Population (2026-01-01)
- • Total: 1,889
- • Density: 75.44/km^{2} (195.4/sq mi)
- Time zone: UTC+1 (CET)
- • Summer (DST): UTC+2 (CEST)
- Postal code: 783 57
- Website: www.trsice.cz

= Tršice =

Tršice is a municipality and village in Olomouc District in the Olomouc Region of the Czech Republic.
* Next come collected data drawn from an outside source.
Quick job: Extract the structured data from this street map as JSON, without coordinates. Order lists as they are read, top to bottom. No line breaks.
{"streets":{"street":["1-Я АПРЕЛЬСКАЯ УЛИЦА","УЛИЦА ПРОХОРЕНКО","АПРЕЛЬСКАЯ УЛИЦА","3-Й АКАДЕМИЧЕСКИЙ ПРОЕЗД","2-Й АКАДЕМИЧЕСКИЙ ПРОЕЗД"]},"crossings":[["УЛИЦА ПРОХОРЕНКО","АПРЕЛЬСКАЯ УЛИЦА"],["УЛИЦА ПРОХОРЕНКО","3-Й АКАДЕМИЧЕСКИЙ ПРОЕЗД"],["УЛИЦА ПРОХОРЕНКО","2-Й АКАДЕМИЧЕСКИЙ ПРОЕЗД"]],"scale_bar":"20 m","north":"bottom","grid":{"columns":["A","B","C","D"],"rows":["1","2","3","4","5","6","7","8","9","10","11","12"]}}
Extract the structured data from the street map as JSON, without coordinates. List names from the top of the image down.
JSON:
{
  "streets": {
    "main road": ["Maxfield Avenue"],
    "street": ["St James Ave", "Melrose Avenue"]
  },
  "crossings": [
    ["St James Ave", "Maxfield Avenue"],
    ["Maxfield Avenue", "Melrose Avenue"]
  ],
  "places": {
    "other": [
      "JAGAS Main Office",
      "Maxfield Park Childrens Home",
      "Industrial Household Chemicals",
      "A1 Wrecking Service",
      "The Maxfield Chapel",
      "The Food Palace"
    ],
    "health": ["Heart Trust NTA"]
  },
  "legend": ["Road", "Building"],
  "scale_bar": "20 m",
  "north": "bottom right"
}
It has about 1,900 inhabitants.

==Administrative division==
Tršice consists of six municipal parts (in brackets population according to the 2021 census):

- Tršice (1,061)
- Hostkovice (235)
- Lipňany (118)
- Přestavlky (112)
- Vacanovice (153)
- Zákřov (82)

==Geography==
Tršice is located about 12 km southeast of Olomouc. It lies in the Nízký Jeseník range. The Olešnice Stream flows through the municipality. Tršice Reservoir is built on this stream.

==History==
The first written mention of Tršice is from 1282. The Gothic fortress in Tršice was rebuilt into a Renaissance residence in 1568.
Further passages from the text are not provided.